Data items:
******************************
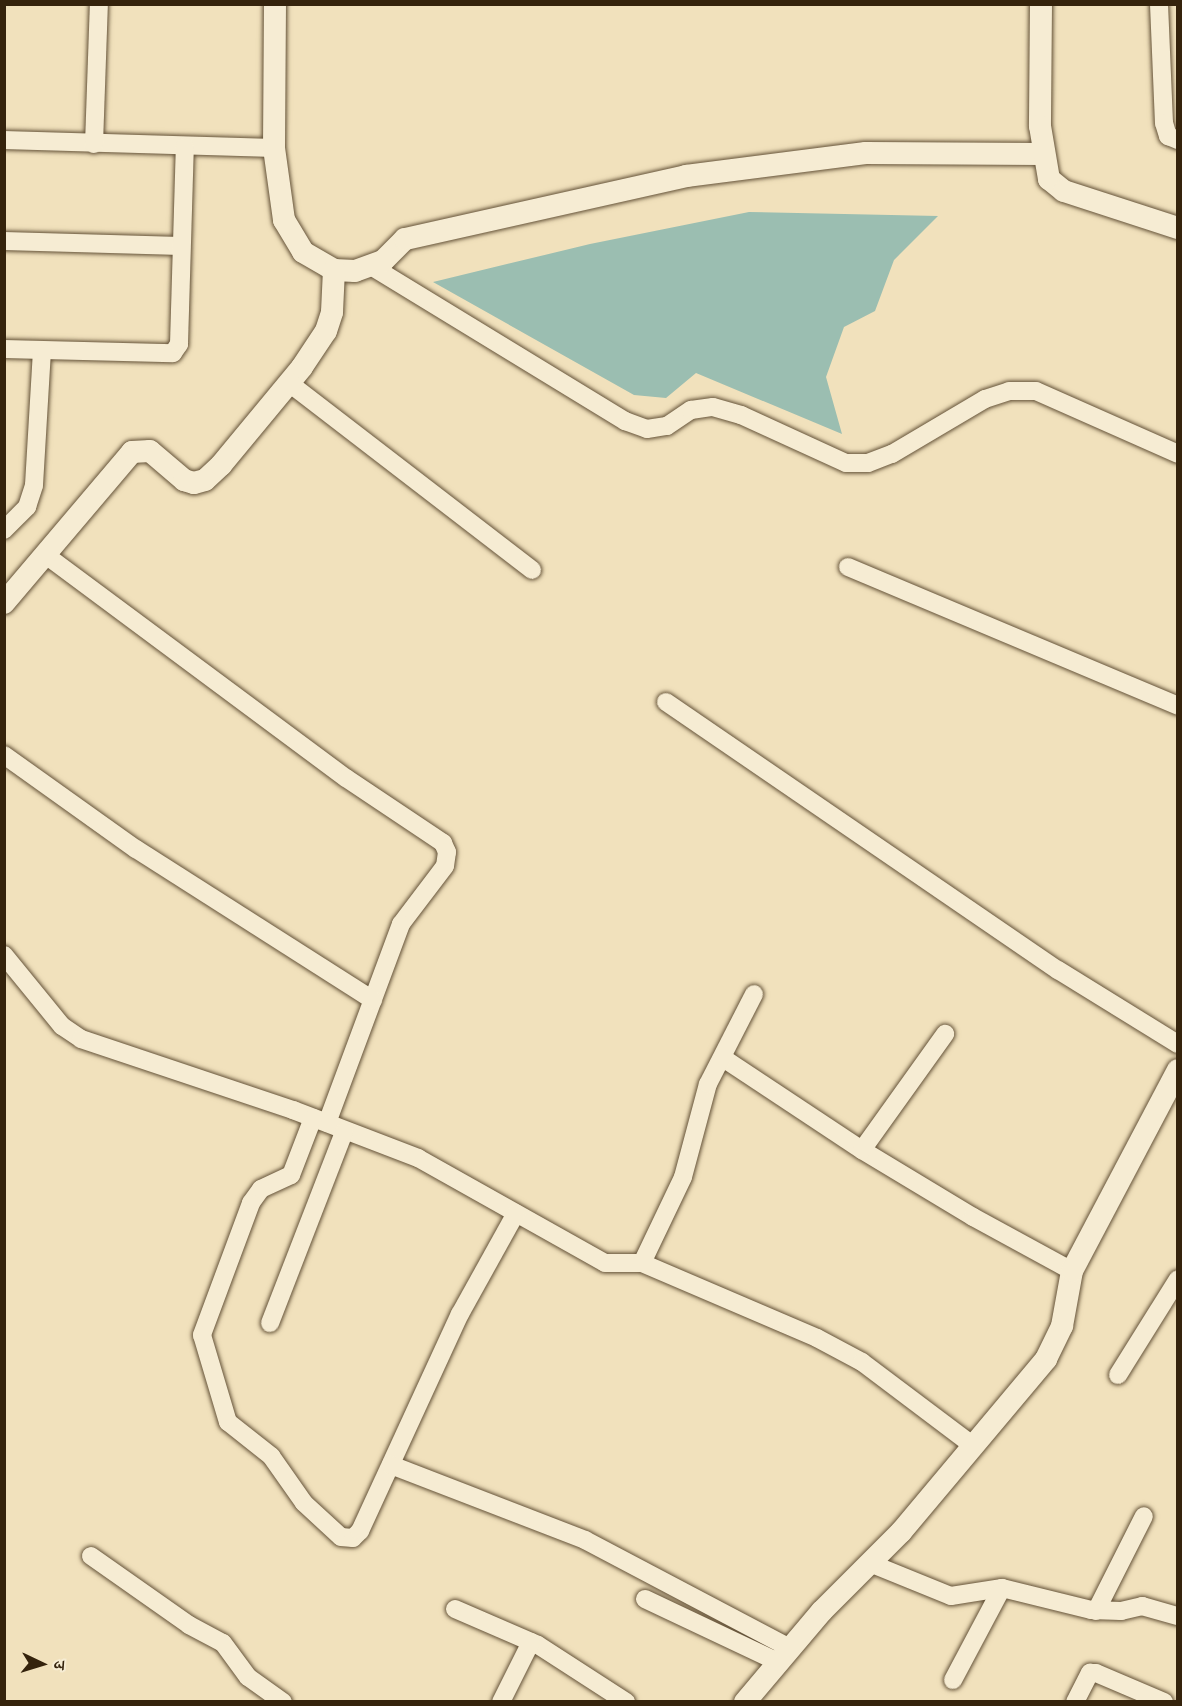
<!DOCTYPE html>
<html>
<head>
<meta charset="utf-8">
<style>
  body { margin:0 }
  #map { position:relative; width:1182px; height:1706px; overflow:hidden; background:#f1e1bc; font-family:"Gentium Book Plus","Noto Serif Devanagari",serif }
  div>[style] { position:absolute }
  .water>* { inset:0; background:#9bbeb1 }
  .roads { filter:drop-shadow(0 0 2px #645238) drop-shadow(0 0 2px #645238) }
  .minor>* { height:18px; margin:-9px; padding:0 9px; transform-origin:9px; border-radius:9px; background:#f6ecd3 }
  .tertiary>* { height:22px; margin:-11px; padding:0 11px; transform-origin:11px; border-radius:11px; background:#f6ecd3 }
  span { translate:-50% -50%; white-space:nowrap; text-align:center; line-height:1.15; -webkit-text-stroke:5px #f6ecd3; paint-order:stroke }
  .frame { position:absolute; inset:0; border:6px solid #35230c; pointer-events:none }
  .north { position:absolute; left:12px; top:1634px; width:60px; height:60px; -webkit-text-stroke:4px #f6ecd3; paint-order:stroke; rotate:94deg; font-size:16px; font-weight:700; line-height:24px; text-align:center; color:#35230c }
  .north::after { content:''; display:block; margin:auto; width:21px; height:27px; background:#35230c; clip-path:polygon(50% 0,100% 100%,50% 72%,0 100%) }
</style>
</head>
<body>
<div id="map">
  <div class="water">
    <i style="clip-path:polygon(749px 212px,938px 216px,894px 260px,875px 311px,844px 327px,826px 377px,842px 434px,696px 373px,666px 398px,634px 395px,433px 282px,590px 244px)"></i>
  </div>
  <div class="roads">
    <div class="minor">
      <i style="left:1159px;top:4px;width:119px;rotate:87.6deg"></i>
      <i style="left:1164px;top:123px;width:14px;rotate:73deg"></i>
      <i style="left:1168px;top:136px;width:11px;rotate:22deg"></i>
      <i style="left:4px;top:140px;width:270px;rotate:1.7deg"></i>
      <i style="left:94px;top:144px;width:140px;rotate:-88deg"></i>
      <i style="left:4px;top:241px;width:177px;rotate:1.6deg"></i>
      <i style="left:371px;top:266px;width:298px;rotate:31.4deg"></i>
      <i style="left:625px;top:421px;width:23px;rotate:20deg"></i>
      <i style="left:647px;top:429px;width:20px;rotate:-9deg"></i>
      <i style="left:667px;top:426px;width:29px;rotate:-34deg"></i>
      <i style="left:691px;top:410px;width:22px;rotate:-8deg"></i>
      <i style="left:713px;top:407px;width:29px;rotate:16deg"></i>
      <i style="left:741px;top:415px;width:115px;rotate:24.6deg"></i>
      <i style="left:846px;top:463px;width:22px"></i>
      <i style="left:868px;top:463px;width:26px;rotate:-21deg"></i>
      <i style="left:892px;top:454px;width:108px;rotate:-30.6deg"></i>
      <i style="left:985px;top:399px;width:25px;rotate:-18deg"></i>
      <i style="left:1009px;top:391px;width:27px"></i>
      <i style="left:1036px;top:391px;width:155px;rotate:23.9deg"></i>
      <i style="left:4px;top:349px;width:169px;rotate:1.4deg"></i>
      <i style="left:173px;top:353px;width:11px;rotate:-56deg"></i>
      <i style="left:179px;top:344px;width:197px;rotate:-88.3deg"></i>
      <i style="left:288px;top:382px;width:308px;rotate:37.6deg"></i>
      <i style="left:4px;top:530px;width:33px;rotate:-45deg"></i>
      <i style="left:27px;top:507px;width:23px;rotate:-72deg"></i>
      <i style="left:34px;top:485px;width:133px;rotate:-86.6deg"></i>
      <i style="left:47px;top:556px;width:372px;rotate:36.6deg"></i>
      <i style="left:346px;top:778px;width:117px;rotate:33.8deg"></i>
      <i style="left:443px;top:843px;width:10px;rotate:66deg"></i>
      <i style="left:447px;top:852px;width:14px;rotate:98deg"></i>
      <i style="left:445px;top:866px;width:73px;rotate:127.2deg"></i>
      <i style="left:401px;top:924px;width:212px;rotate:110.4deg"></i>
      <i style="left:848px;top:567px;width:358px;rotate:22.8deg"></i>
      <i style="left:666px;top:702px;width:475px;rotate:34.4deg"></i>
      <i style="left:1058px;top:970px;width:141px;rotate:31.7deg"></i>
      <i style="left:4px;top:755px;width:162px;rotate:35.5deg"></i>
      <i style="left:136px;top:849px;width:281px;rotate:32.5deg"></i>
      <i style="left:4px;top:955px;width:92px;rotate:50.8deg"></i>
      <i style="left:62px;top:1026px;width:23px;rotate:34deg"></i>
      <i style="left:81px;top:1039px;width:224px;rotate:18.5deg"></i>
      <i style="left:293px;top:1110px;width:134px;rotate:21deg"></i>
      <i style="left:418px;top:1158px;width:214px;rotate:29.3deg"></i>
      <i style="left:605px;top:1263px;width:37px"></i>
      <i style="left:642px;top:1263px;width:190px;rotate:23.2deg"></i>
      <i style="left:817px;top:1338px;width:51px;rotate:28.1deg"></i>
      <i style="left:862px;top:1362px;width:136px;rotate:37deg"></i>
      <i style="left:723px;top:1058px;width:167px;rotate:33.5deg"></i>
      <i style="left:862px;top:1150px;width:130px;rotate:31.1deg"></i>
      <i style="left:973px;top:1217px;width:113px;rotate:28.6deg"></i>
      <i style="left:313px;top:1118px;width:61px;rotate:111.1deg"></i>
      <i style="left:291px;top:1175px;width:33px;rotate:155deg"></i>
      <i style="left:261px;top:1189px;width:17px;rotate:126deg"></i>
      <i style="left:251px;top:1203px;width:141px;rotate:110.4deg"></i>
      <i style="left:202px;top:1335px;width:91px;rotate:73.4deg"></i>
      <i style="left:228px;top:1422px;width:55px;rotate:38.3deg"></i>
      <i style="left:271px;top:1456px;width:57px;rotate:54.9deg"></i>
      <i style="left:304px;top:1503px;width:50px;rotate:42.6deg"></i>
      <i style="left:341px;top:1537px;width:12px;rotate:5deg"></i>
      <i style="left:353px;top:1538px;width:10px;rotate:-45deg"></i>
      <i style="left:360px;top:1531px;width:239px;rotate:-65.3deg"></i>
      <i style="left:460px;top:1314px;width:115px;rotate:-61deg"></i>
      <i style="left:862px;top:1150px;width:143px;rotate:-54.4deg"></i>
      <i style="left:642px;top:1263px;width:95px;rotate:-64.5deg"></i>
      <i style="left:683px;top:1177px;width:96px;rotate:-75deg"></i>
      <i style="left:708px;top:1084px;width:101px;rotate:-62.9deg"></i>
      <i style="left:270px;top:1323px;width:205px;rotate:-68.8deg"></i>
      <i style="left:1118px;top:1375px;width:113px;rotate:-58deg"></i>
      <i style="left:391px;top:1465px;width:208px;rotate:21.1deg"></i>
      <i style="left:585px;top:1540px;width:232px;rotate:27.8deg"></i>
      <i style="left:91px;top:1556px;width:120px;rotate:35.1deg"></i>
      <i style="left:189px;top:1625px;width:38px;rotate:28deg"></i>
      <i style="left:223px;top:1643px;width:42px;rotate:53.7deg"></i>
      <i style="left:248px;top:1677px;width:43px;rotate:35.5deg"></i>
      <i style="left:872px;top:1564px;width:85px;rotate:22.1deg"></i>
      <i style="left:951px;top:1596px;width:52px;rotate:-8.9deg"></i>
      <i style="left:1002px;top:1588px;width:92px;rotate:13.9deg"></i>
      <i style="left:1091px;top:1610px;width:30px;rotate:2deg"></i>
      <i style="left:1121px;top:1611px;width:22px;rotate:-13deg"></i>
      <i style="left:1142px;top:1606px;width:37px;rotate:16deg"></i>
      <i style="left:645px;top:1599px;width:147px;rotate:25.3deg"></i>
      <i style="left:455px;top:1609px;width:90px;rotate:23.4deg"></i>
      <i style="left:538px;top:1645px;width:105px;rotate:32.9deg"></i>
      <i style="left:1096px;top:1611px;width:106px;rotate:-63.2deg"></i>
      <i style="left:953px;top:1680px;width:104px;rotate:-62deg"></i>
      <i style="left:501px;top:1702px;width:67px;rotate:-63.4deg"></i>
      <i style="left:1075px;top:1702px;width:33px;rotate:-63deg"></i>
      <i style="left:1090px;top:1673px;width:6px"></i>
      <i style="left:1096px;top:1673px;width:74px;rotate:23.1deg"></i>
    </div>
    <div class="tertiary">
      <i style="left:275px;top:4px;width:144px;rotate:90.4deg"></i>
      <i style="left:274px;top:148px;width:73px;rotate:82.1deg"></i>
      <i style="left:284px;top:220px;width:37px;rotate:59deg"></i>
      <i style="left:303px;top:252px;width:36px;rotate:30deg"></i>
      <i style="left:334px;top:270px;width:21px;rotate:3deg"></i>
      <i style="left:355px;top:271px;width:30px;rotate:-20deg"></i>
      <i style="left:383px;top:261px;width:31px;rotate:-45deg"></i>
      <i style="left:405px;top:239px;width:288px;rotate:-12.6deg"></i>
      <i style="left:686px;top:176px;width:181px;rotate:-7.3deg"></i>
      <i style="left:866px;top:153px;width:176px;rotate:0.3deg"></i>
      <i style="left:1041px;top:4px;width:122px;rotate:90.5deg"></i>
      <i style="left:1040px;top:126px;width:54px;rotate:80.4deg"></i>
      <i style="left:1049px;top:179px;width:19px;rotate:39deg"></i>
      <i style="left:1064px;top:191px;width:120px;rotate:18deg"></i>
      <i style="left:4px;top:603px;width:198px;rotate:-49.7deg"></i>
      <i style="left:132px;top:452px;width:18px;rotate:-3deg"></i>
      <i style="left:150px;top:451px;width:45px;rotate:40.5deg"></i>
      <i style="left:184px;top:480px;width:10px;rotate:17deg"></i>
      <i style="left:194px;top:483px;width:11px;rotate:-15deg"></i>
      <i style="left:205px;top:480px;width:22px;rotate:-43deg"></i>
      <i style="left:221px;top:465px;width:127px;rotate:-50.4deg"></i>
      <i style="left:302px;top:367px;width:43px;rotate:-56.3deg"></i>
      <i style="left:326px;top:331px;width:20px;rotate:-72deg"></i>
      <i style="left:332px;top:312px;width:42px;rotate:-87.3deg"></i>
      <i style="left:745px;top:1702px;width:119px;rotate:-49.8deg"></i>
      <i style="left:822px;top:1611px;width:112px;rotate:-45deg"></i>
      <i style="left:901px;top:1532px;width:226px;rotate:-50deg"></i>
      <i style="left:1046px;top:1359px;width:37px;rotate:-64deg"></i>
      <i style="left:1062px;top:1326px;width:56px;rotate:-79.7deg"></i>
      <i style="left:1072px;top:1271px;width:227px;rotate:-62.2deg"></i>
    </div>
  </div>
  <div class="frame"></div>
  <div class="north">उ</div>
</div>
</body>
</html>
******************************
Begin at the first line of the records. Print every line through the one containing "filter:drop-shadow(0 0 2px" exactly, but skip the pictures.

<!DOCTYPE html>
<html>
<head>
<meta charset="utf-8">
<style>
  body { margin:0 }
  #map { position:relative; width:1182px; height:1706px; overflow:hidden; background:#f1e1bc; font-family:"Gentium Book Plus","Noto Serif Devanagari",serif }
  div>[style] { position:absolute }
  .water>* { inset:0; background:#9bbeb1 }
  .roads { filter:drop-shadow(0 0 2px #645238) drop-shadow(0 0 2px #645238) }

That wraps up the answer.